START Material for this exercise

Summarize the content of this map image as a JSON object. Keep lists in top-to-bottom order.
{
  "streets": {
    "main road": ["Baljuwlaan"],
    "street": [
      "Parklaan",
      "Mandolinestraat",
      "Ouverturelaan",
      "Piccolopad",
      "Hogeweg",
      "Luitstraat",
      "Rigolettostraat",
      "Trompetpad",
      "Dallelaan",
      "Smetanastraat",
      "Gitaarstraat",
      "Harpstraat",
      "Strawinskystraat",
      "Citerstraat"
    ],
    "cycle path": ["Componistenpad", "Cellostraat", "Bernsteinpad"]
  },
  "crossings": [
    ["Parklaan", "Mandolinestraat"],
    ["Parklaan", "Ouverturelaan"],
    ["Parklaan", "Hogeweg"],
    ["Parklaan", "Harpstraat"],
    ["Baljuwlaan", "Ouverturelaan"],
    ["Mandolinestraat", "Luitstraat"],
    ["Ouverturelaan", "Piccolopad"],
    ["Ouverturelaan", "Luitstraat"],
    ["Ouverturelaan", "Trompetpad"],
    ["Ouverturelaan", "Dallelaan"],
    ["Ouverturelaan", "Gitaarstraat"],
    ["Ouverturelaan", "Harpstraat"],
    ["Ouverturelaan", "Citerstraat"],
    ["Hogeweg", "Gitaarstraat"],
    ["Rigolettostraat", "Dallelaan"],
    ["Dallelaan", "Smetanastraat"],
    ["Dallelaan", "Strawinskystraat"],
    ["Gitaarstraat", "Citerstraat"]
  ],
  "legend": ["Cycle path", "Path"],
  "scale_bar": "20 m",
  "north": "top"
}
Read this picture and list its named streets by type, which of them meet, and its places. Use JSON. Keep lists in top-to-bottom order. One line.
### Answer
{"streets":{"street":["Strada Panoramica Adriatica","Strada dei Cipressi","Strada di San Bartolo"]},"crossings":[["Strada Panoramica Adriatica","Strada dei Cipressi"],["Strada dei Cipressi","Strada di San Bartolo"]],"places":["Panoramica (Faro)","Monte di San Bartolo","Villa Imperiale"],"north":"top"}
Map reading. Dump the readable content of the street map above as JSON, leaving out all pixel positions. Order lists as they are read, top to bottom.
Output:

END Material for this exercise

### Assigned task
This task calls for an exact reproduction of the lines that start at the one containing "Map reading. Dump" and continue to the end of the entries above.

### Task response
Map reading. Dump the readable content of the street map above as JSON, leaving out all pixel positions. Order lists as they are read, top to bottom.
Output:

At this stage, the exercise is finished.